Table 3.
FBAT analysis for chromosome 17q11.2-q23.3 SNPs that showed positive allelic associations with VL at CCL1 and CCL16 under an additive model.
| Additive Model | |||||
|---|---|---|---|---|---|
| Gene/SNP | Allele | Frequency | Z score | P value | Pc |
| CCL1/rs159271 | C | 0.87 | +2.18 | 0.02 | 0.03 |
| T | 0.13 | −2.18 | 0.02 | 0.03 | |
| CCL1/rs159273 | G | 0.88 | +1.95 | 0.02 | 0.05 |
| T | 0.12 | −1.95 | 0.02 | 0.05 | |
| CCL16/rs2063979 | A | 0.58 | +2.21 | 0.03 | 0.03 |
| G | 0.42 | −2.21 | 0.03 | 0.03 | |
| CCL16/rs854680 | G | 0.62 | +2.06 | 0.02 | 0.04 |
| T | 0.38 | −2.06 | 0.02 | 0.04 | |
A total of 80 SNPs (see Supplementary Information Table 1) within or adjacent to candidate genes across the chromosome 17q11.2-q23.3 region were genotyped for all DNAs from the Belém Family Study (Table 1). SNP allele frequencies were determined from unrelated individuals in the families using SPLINK.31 Tests for deviation from Hardy-Weinberg equilibrium (HWE) were performed within STATA v8.0 (Electronic Database Information 4) using the GenAssoc package (Electronic Database Information 5). One marker that showed significant deviation from HWE was eliminated from the analysis. Nine markers with minor allele frequencies <0.1 (see Supplementary Information Table 1) were not informative for allelic association testing. Association tests were performed using the family-based transmission disequilibrium test (TDT)32 generalized to allow additive, dominant and genotype analyses within FBAT.15 An empirical estimator of the variance (fbat –e) was used to detect allelic association in the presence of linkage (P corrected = Pc). FBAT is available online (Electronic Database Information 6).

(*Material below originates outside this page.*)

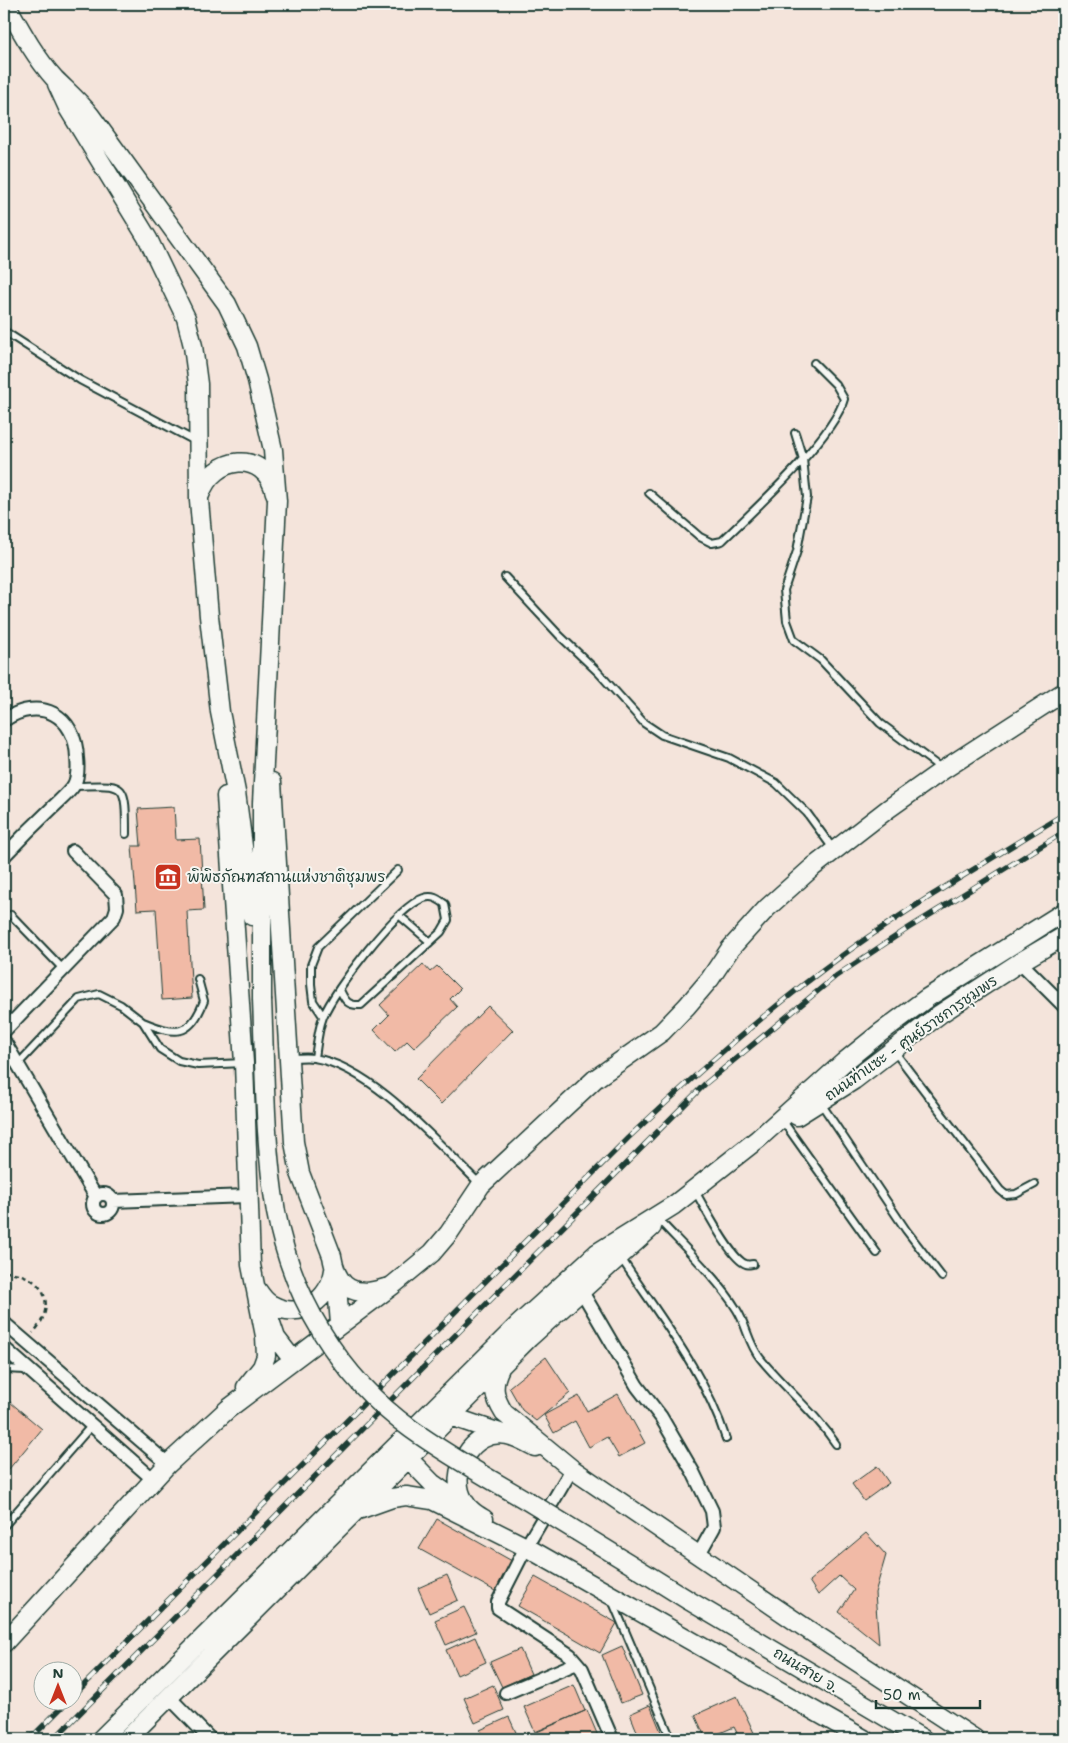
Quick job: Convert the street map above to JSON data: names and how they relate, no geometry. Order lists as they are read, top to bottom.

TDT power approximations for trios were carried out using the method of Knapp.33 A sample of 200 child-parent trios, equivalent to the Belém Family Study families, has 99% power to detect an effect (OR = 2; p=0.05) for SNPs with variant allele frequency of 0.4; 72% power for SNP with variant allele frequency of 0.1.